BEGIN
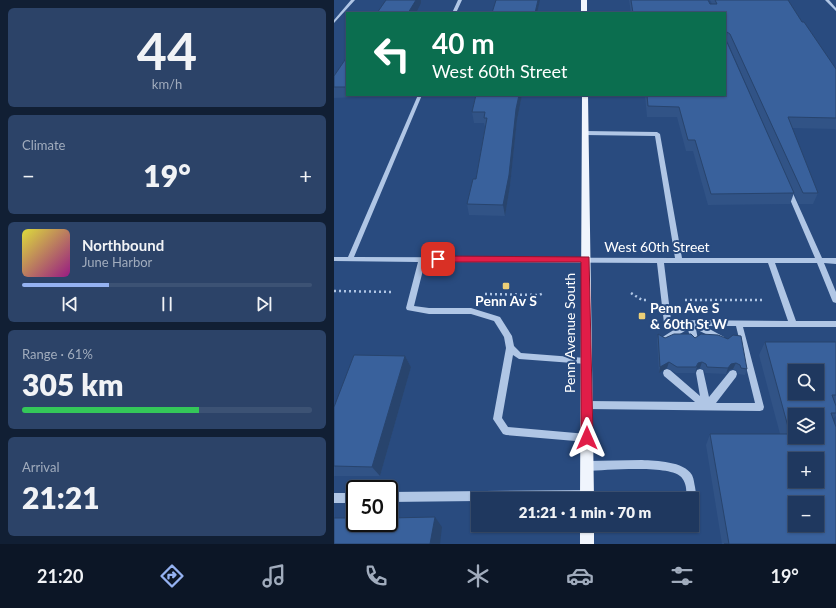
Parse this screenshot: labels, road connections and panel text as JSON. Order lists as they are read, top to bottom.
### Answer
{
  "streets": {
    "main road": ["Penn Avenue South"],
    "street": ["West 60th Street"]
  },
  "crossings": [
    ["West 60th Street", "Penn Avenue South"]
  ],
  "places": {
    "transit": ["Penn Av S", "Penn Ave S & 60th St W"]
  },
  "page": {
    "tile": [
      ["44", "km/h"],
      "Climate",
      ["Range · 61%", "305 km"],
      ["Arrival", "21:21"]
    ],
    "turn": ["40 m", "West 60th Street"],
    "heat": ["−", "19°", "+"],
    "song": ["Northbound", "June Harbor"],
    "map_buttons": ["+", "−"],
    "limit": "50",
    "trip": "21:21 · 1 min · 70 m",
    "tabs": ["21:20", "19°"]
  }
}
END
**Assignment**
Each record above needs to be copied exactly, with images left out.

**Response below**
Parse this screenshot: labels, road connections and panel text as JSON. Order lists as they are read, top to bottom.
### Answer
{
  "streets": {
    "main road": ["Penn Avenue South"],
    "street": ["West 60th Street"]
  },
  "crossings": [
    ["West 60th Street", "Penn Avenue South"]
  ],
  "places": {
    "transit": ["Penn Av S", "Penn Ave S & 60th St W"]
  },
  "page": {
    "tile": [
      ["44", "km/h"],
      "Climate",
      ["Range · 61%", "305 km"],
      ["Arrival", "21:21"]
    ],
    "turn": ["40 m", "West 60th Street"],
    "heat": ["−", "19°", "+"],
    "song": ["Northbound", "June Harbor"],
    "map_buttons": ["+", "−"],
    "limit": "50",
    "trip": "21:21 · 1 min · 70 m",
    "tabs": ["21:20", "19°"]
  }
}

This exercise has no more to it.